The gist of The Undoing Project, the latest book from Michael Lewis (Liar’s Poker, The Big Short) is that people don’t think the way they think they think. Instead, they create narratives — stories which make sense of the evidence before them. Except that, quite often, trying to make sense of things gets them wrong.

The reaction to last month’s triggering of Article 50 may have been an example of the theories developed by the Israeli psychologists who are the subject of the book.

This was a ready-made narrative, complete with diplomat in Savile Row suit, letter in briefcase, flags and an interview inside 10 Downing Street.

Suddenly, everyone was scared, despite the fact that there was nothing much we did not already know. Indeed, anything which was new tended to be cheering.

That, however, was not enough to compensate for the shock of the sight of the UK handing in its dinner pail.

Whether by accident or design, consultants PwC and employers’ group Ibec picked the right day to warn of what was coming and advise us to be prepared.

There are some, in business and elsewhere, who worry about too much doomsaying. Ireland has been through several wrenching changes — too many, alas, of its own making, but not all.

Those which were not self-inflicted wounds included free trade with Britain, membership of the EU and the creation of the single market which got rid of the border so far as commerce was concerned.

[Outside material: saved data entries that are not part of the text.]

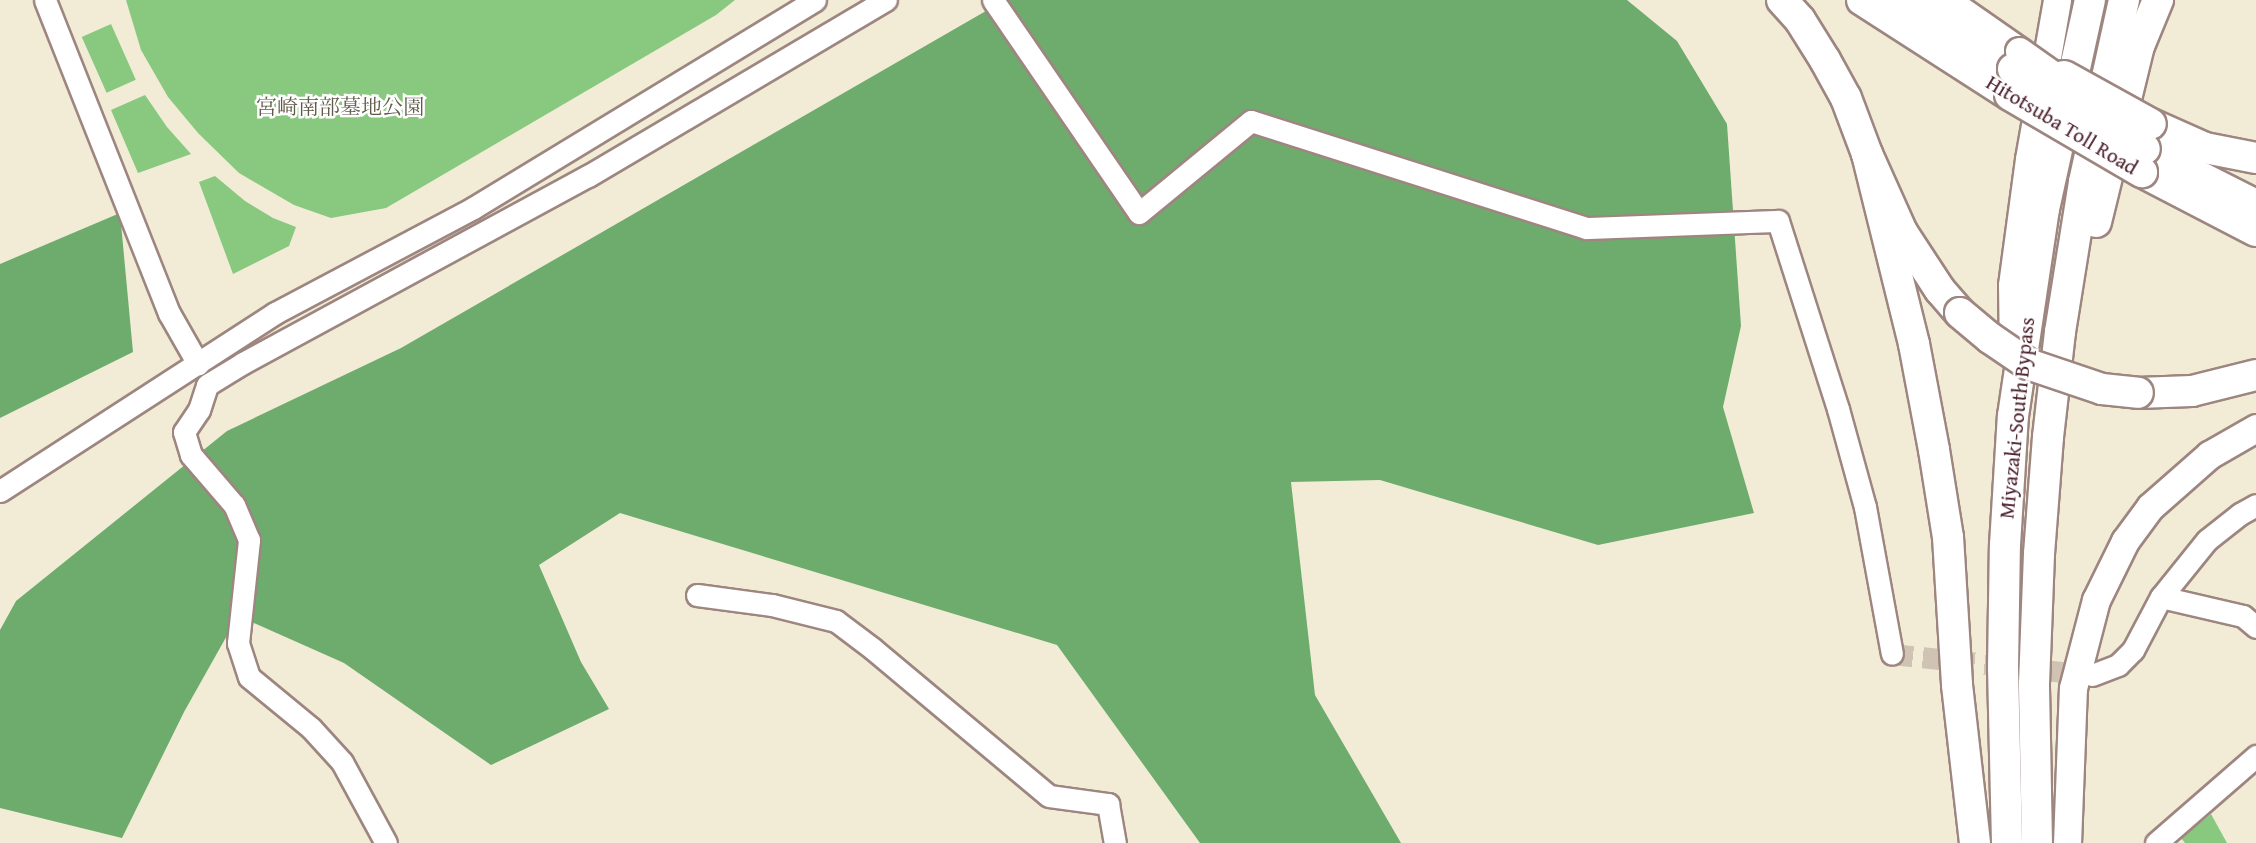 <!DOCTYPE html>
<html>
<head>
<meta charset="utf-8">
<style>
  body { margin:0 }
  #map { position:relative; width:2256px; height:843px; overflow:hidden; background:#f2ecd6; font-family:"Gentium Book Plus","Noto Serif JP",serif }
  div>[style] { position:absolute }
  .green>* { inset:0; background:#88c87f; transform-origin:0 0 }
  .forest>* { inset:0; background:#6eac6e }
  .minor-tunnel>* { height:21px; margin-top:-10.5px; transform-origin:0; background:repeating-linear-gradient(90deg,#d0c3b4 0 21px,transparent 0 31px) }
  .roads { filter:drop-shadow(2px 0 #9e8680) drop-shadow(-2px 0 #9e8680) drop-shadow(0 2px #9e8680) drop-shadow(0 -2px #9e8680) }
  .minor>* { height:21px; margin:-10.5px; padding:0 10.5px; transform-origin:10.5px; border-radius:10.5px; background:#fff }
  .major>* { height:27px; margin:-13.5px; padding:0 13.5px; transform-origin:13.5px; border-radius:13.5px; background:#fff }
  .highway>* { height:30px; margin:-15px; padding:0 15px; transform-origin:15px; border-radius:15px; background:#fff }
  .bridges { filter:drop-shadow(2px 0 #9e8680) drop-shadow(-2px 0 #9e8680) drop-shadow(0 2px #9e8680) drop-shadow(0 -2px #9e8680) }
  .major-bridge>* { height:27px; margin:-13.5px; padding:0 13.5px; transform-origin:13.5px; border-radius:13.5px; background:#fff }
  .highway-bridge>* { height:30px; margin:-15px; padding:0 15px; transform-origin:15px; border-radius:15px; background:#fff }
  span { translate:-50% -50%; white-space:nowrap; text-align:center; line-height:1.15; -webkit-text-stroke:5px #fff; paint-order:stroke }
  .park-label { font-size:21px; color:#605a48 }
  .street-label { font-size:21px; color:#4a1f2b }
</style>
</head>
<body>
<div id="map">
  <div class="green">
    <div style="clip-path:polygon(126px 0,735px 0,716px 15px,386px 208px,331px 218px,294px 205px,239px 173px,198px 133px,168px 97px,141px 50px)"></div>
    <div style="left:111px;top:24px;width:61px;height:32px;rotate:66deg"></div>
    <div style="clip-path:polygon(145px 95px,167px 127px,191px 154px,138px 173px,111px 110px)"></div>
    <div style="clip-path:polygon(215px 176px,245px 201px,273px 218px,296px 227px,289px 246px,233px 274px,199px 182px)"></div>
    <div style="clip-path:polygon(2211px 814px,2227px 843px,2185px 843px,2181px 838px)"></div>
  </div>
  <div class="forest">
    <div style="clip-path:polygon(1005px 0,1627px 0,1677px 41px,1727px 124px,1741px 326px,1723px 407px,1754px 513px,1598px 545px,1380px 480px,1291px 482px,1315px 695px,1401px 843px,1200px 843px,1057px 645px,620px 513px,539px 565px,581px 662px,609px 709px,491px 765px,344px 663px,238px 616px,184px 712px,122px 838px,0 808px,0 630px,16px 601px,227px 431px,401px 348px)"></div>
    <div style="clip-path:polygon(120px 213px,133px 352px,0 418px,0 264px)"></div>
  </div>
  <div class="minor-tunnel">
    <div style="left:1892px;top:654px;width:200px;rotate:6deg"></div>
  </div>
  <div class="roads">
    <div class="minor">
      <div style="left:45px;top:0;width:337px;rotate:68.4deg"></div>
      <div style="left:169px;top:313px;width:59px;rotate:60.4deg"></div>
      <div style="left:993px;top:0;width:258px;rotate:55.6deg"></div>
      <div style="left:1139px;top:213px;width:145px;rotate:-39.4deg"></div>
      <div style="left:1251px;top:121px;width:352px;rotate:17.7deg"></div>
      <div style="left:1586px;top:228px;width:192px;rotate:-2.1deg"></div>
      <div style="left:1778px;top:221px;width:197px;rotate:72.3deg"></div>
      <div style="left:1838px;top:409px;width:102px;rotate:74.6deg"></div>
      <div style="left:1865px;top:507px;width:149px;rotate:79.6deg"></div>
      <div style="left:0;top:491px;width:328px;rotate:-32.9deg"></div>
      <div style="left:275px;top:313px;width:224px;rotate:-27.9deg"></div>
      <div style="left:473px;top:208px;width:400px;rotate:-31.3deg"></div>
      <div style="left:697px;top:595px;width:76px;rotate:7.6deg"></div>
      <div style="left:772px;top:605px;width:66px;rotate:14deg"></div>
      <div style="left:836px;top:621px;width:46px;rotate:37.1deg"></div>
      <div style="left:873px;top:649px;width:229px;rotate:39.9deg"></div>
      <div style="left:1049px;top:796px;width:60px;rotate:7.7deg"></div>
      <div style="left:1108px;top:804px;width:40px;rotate:80deg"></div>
      <div style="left:2161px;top:597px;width:84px;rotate:13deg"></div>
      <div style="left:2243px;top:616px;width:17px;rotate:40deg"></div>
      <div style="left:2092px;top:675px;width:28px;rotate:-21deg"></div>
      <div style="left:2118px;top:665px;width:21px;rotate:-45deg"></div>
      <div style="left:2133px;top:650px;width:60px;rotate:-62.2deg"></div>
      <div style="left:2161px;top:597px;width:73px;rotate:-51.1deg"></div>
      <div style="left:2207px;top:540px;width:42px;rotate:-38.2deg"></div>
      <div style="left:2240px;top:514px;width:18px;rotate:-29deg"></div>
      <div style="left:386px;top:843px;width:92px;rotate:-118.5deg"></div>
      <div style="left:342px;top:762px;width:46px;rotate:-132.4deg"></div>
      <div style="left:311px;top:728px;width:80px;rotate:-140.6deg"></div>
      <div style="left:249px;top:677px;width:36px;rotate:-108deg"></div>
      <div style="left:238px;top:643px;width:104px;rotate:-83.9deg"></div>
      <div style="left:249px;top:540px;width:38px;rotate:-113deg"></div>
      <div style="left:234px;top:505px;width:66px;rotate:-130.7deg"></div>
      <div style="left:191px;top:455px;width:24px;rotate:-107deg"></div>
      <div style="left:184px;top:432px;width:27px;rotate:-56deg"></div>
      <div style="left:199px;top:410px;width:26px;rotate:-72deg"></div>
      <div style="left:207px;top:385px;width:42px;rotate:-31.4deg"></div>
      <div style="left:243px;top:363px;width:392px;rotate:-28.5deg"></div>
      <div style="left:588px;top:176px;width:346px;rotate:-30.6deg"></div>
      <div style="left:2156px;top:843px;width:133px;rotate:-41deg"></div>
    </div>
    <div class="major">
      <div style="left:1946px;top:0;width:89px;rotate:34.9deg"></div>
      <div style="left:2013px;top:355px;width:70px;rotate:-90.8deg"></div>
      <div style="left:2012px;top:285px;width:127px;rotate:-82.3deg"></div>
      <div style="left:2029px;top:159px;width:161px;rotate:-80deg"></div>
      <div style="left:2067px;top:843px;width:155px;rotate:-87.8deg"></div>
      <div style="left:2073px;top:688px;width:91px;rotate:-75.4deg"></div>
      <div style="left:2096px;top:600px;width:66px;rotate:-63.8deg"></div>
      <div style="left:2125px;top:541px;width:42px;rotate:-53.7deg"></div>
      <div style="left:2150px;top:507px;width:79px;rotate:-41.4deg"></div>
      <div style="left:2209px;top:455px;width:54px;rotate:-29.9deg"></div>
    </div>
    <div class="highway">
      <div style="left:1782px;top:0;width:27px;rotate:48deg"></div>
      <div style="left:1800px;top:20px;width:47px;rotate:58deg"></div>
      <div style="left:1825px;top:60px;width:43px;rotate:61.1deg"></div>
      <div style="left:1846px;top:98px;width:60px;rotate:69.4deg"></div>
      <div style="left:1867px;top:154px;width:85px;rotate:65.8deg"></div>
      <div style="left:1902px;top:232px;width:69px;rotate:56.8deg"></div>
      <div style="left:1940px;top:290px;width:30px;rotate:49deg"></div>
      <div style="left:1862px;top:0;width:176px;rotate:32.7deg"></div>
      <div style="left:1905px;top:0;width:128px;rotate:32.6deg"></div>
      <div style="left:2151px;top:124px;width:59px;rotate:24deg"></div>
      <div style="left:2205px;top:148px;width:52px;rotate:11.1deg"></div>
      <div style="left:2145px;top:149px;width:124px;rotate:26.8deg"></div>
      <div style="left:1867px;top:154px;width:196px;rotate:76.1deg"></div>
      <div style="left:1914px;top:344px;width:108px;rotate:79.3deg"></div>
      <div style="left:1934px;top:450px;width:88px;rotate:80.9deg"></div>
      <div style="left:1948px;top:537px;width:148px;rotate:86.5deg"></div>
      <div style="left:1957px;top:685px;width:159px;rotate:83.5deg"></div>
      <div style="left:2142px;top:172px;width:128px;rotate:27.4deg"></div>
      <div style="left:2096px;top:222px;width:181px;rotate:-76.3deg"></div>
      <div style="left:2139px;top:46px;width:50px;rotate:-67.6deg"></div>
      <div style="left:2138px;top:393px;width:54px;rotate:-2.1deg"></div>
      <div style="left:2192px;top:391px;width:66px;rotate:-14deg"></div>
      <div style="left:2007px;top:843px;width:176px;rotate:-91.3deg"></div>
      <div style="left:2003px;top:667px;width:122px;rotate:-89.1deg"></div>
      <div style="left:2005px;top:545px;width:129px;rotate:-86.5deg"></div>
      <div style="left:2013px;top:416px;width:209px;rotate:-81.5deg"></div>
      <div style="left:2044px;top:209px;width:214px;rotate:-77.6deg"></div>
      <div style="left:2037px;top:843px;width:159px;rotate:-91.1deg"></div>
      <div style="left:2034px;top:684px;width:130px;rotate:-87.8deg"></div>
      <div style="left:2039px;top:554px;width:117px;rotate:-85.6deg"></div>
      <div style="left:2048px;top:437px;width:106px;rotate:-83.5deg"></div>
      <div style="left:2060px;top:332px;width:152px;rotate:-80.9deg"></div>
      <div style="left:2084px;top:182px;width:186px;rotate:-77.6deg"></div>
    </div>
  </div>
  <div class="bridges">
    <div class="major-bridge">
      <div style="left:2019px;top:51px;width:75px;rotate:35.2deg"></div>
    </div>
    <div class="highway-bridge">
      <div style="left:2013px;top:69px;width:154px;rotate:31.2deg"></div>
      <div style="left:2064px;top:76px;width:99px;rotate:28.9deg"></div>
      <div style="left:2010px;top:95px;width:153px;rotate:30.3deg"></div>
      <div style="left:1960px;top:313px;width:39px;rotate:40deg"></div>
      <div style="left:1990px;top:338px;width:46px;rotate:34.4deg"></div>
      <div style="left:2028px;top:364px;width:78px;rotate:18.7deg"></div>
      <div style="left:2102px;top:389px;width:36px;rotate:6deg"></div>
    </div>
  </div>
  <div class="park-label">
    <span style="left:340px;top:107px">宮崎南部墓地公園</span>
  </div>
  <div class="street-label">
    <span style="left:2062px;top:125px;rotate:31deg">Hitotsuba Toll Road</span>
    <span style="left:2017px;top:418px;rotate:-84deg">Miyazaki-South Bypass</span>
  </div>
</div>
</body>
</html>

All of them had unpleasant consequences — mostly for manufacturing, although even in traded services, nearly all the local players ended up as part of international conglomerates. Yet, as we know, the country adapted and prospered mightily over those decades.

The major interruptions to that prosperity were almost entirely of our own making.

There is a danger, in all the transfrontier angst, that we forget the importance of what we get up to at home, something likely to be even more important as Brexit takes its unpredictable course.

There will be little point in companies going through radical readjustments if they are undermined by one of the periodic domestic crises.

It is not just business which will have to change.

Government, and the political process, has some serious thinking to do.